The term "assisted reproductive technology" is a term that we use to class all of the different techniques together. Really, the first assisted reproductive technology was IVF, in vitro fertilization, in which eggs are removed from the woman's body, fertilized, allowed to become embryos, and then placed back into her uterus through the cervix. As time went along, this technique was modified, and we discovered different twists and turns. For example, GIFT, which stands for gamete intrafallopian transfer, involves taking the eggs and sperm, putting them together, and without waiting for fertilization to occur, putting them back into the fallopian tubes.
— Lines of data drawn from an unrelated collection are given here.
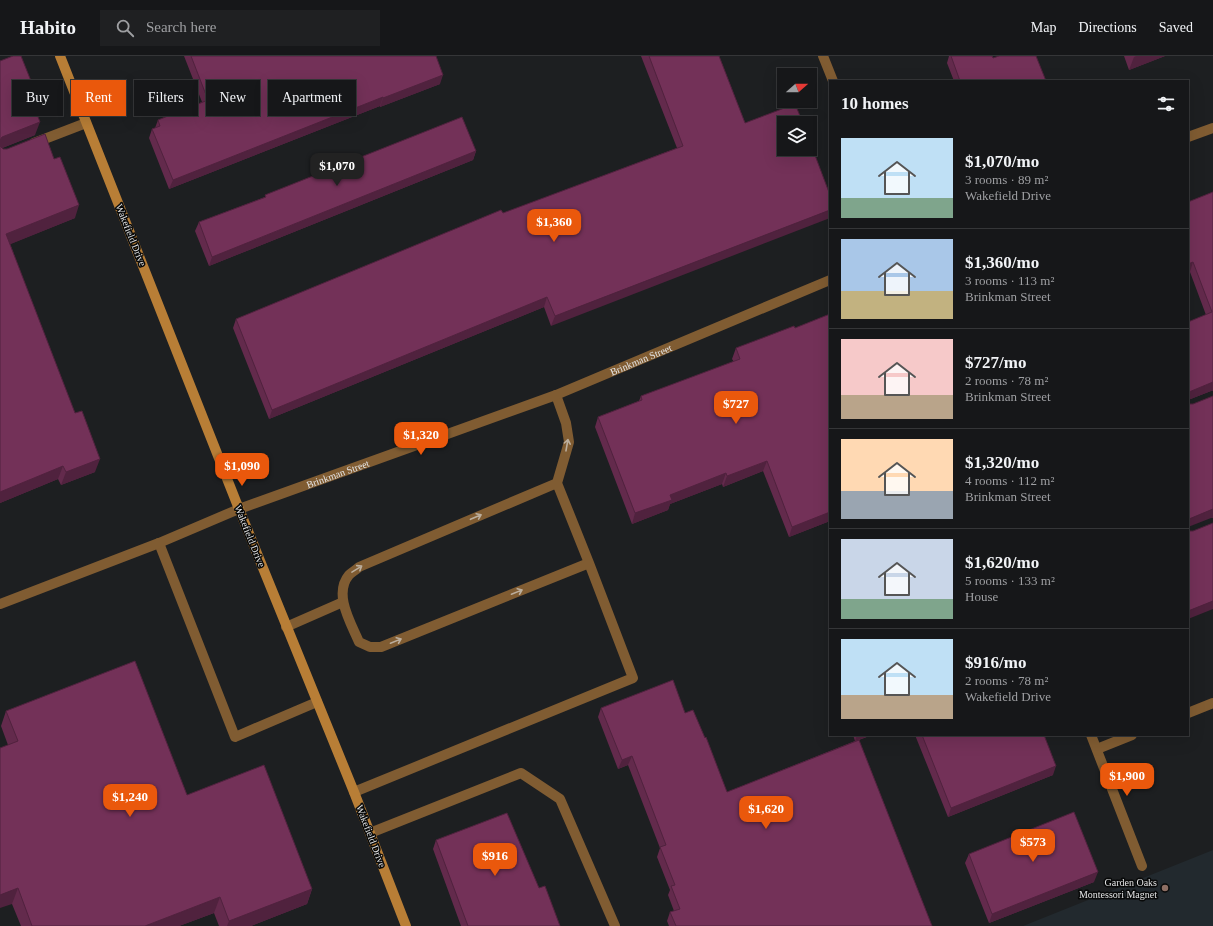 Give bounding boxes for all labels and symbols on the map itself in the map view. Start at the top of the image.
north arrow [777,68,817,108]
pin: $1,070 [304,153,370,187]
street label: Wakefield Drive [114,202,149,268]
pin: $1,360 [521,209,587,243]
street label: Brinkman Street [608,342,673,377]
pin: $727 [712,391,760,425]
pin: $1,320 [388,422,454,456]
one-way arrow [563,439,571,452]
pin: $1,090 [209,453,275,487]
street label: Brinkman Street [305,457,371,490]
street label: Wakefield Drive [233,503,268,569]
one-way arrow [470,513,482,520]
one-way arrow [351,565,363,573]
one-way arrow [511,588,523,595]
one-way arrow [390,636,402,644]
pin: $1,900 [1094,763,1160,797]
pin: $1,240 [97,784,163,818]
pin: $1,620 [733,796,799,830]
street label: Wakefield Drive [354,803,388,869]
pin: $573 [1009,829,1057,863]
pin: $916 [471,843,519,877]
place label: Garden Oaks Montessori Magnet [1079,877,1157,900]
marker: Garden Oaks Montessori Magnet [1160,883,1170,893] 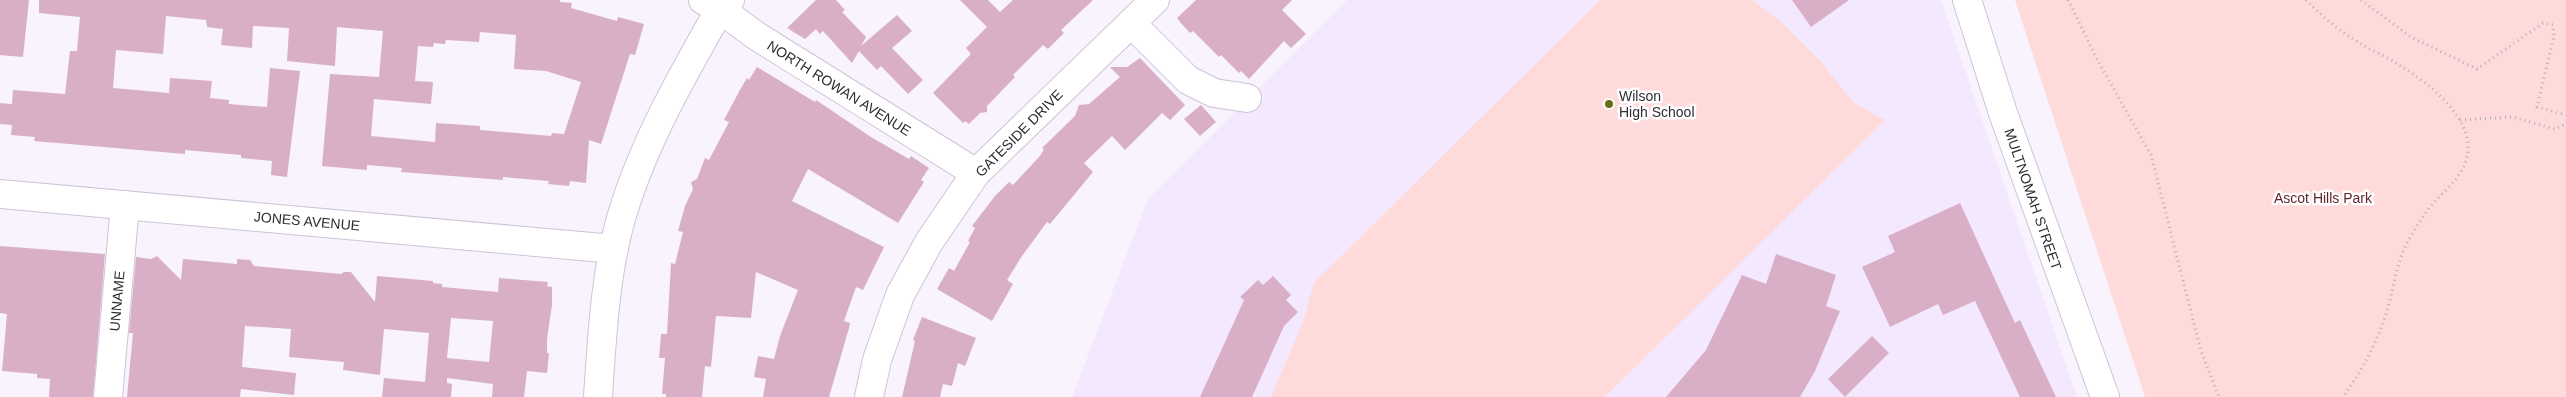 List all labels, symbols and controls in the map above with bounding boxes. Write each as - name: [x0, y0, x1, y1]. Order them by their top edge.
- street label: NORTH ROWAN AVENUE: [764, 37, 914, 139]
- street label: GATESIDE DRIVE: [972, 86, 1066, 180]
- place label: Wilson High School: [1619, 88, 1695, 120]
- marker: Wilson High School: [1603, 98, 1615, 110]
- street label: MULTNOMAH STREET: [2001, 126, 2065, 272]
- park label: Ascot Hills Park: [2274, 190, 2373, 206]
- street label: JONES AVENUE: [253, 208, 361, 234]
- street label: UNNAME: [106, 270, 128, 332] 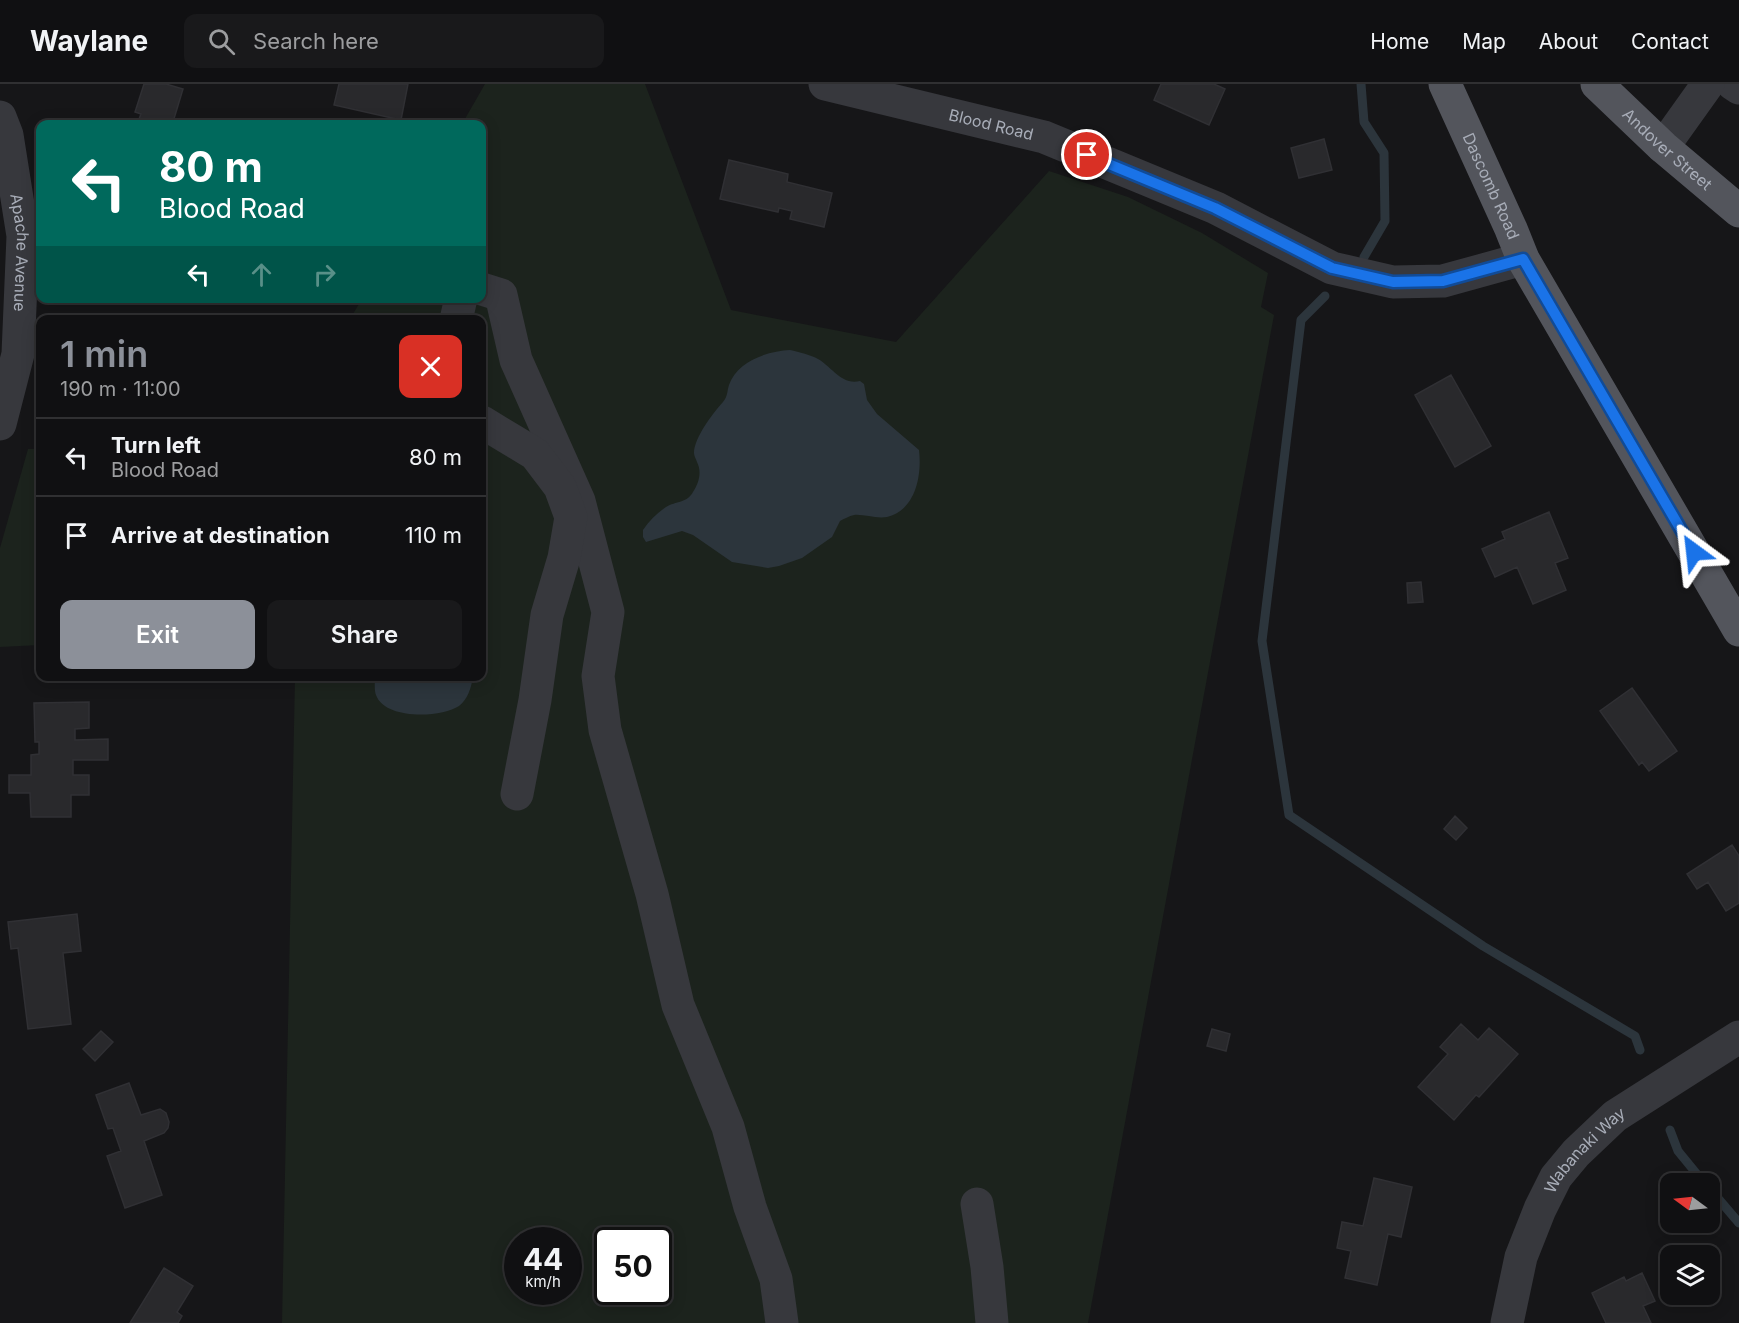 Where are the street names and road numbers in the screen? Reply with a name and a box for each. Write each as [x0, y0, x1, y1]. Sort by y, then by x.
street label: Blood Road [947, 104, 1036, 144]
street label: Andover Street [1619, 104, 1716, 194]
street label: Dascomb Road [1459, 130, 1524, 242]
street label: Apache Avenue [6, 192, 33, 312]
street label: Wabanaki Way [1540, 1102, 1629, 1196] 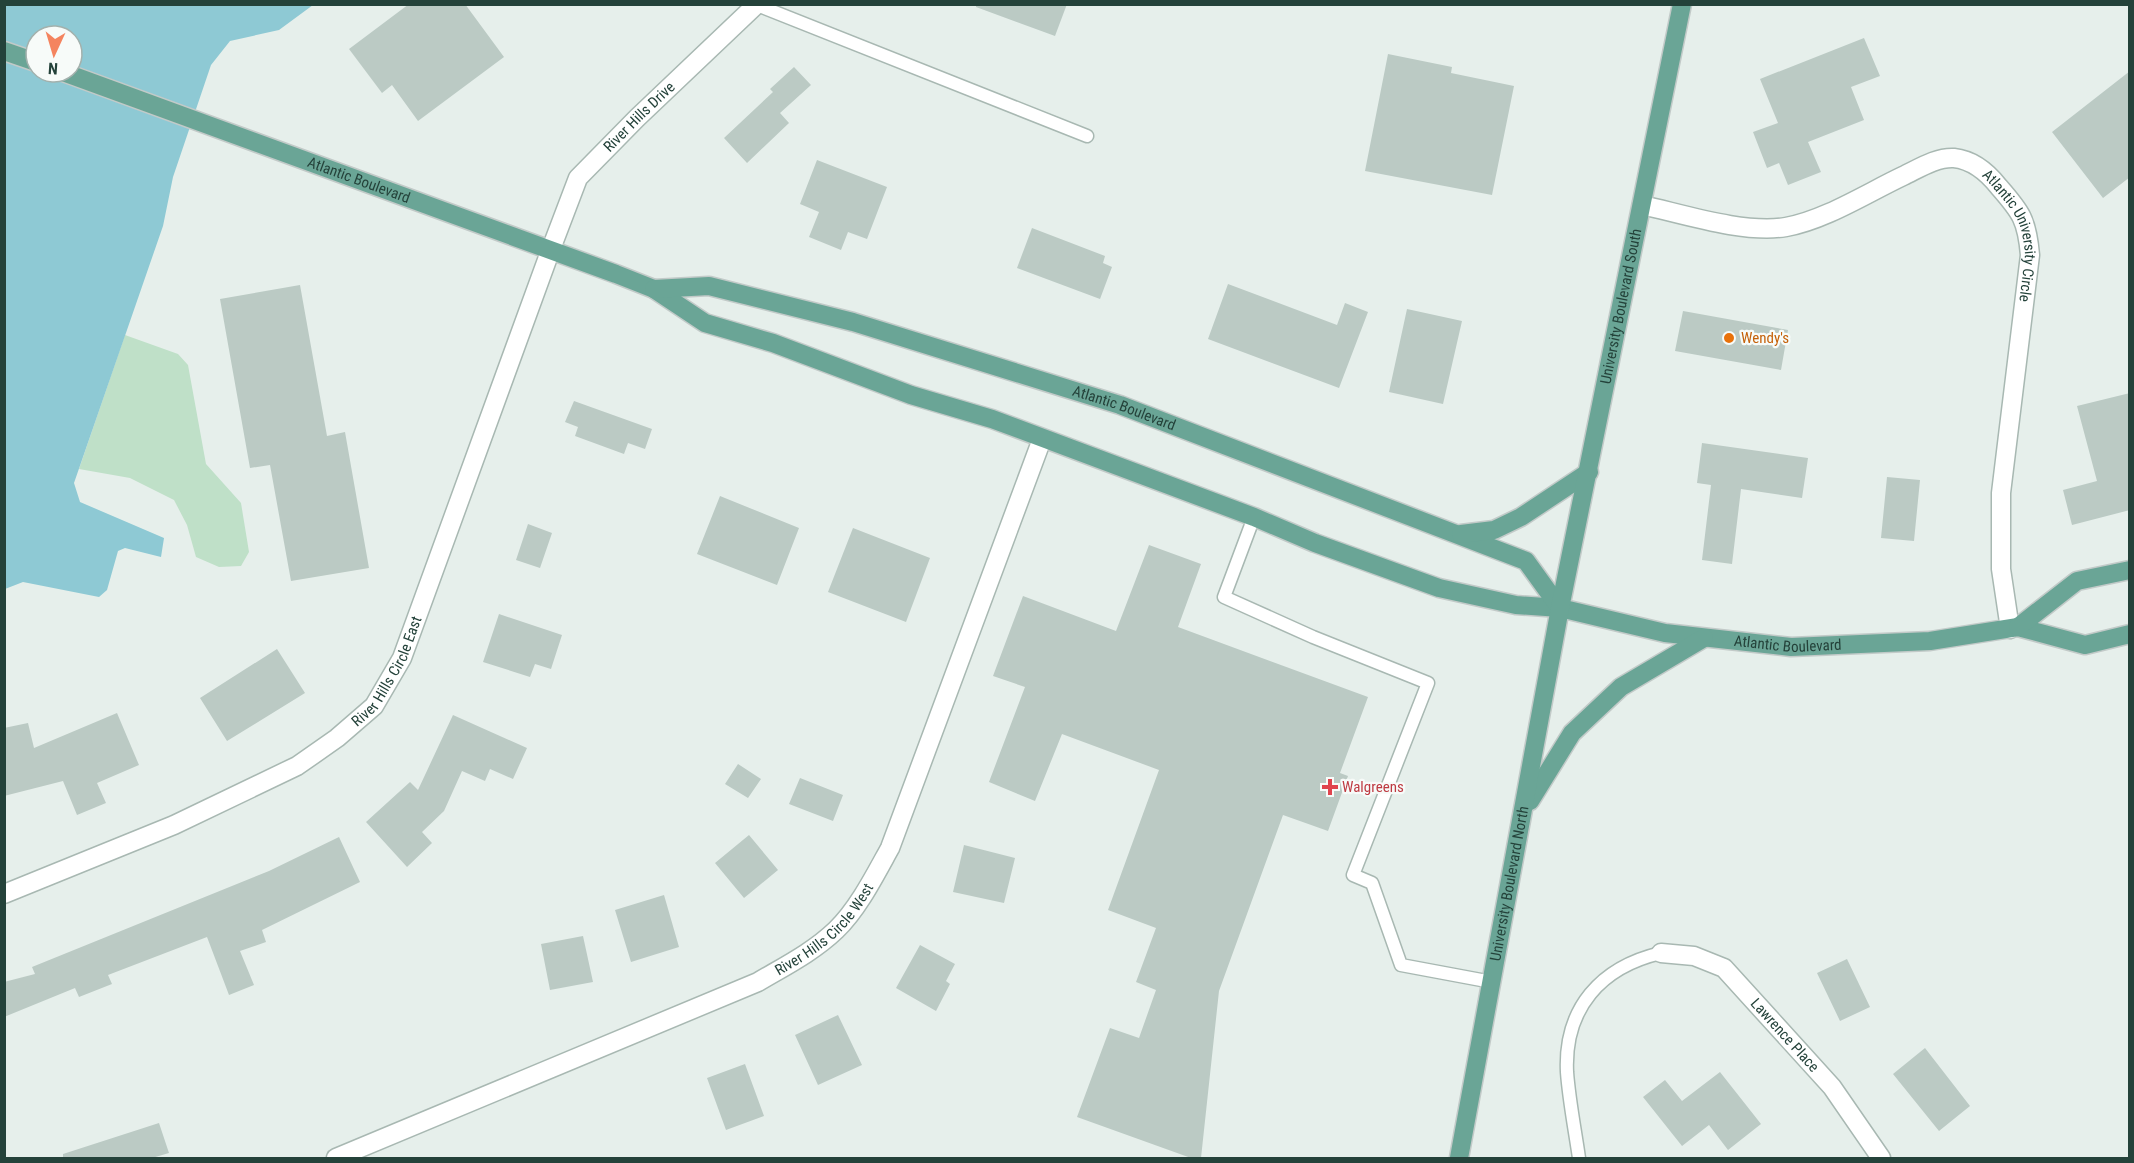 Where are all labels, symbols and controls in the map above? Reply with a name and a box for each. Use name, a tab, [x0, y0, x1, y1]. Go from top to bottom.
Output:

ZIFT is another method of assisted reproductive technology, in ZIFT the eggs and sperm are combined in the laboratory and then only 24 hours later, just after the egg and sperm have come together, we put them back into the fallopian tubes. All of these assisted reprodutive techniques share the concept that the ovaries are stimulated and the eggs are collected and combined with sperm in the laboratory, then somehow the combined eggs and sperm are put back into the woman's body or perhaps someone else's body. That is why the term "assisted reproductive technologies" was invented, to put all of them together under this one heading. And of course it is abbreviated as A-R-T, or ART, so when we talk about "State of the art", it has a double meaning. But "assisted reproductive technologies" simply refers to all of these techniques mentioned together.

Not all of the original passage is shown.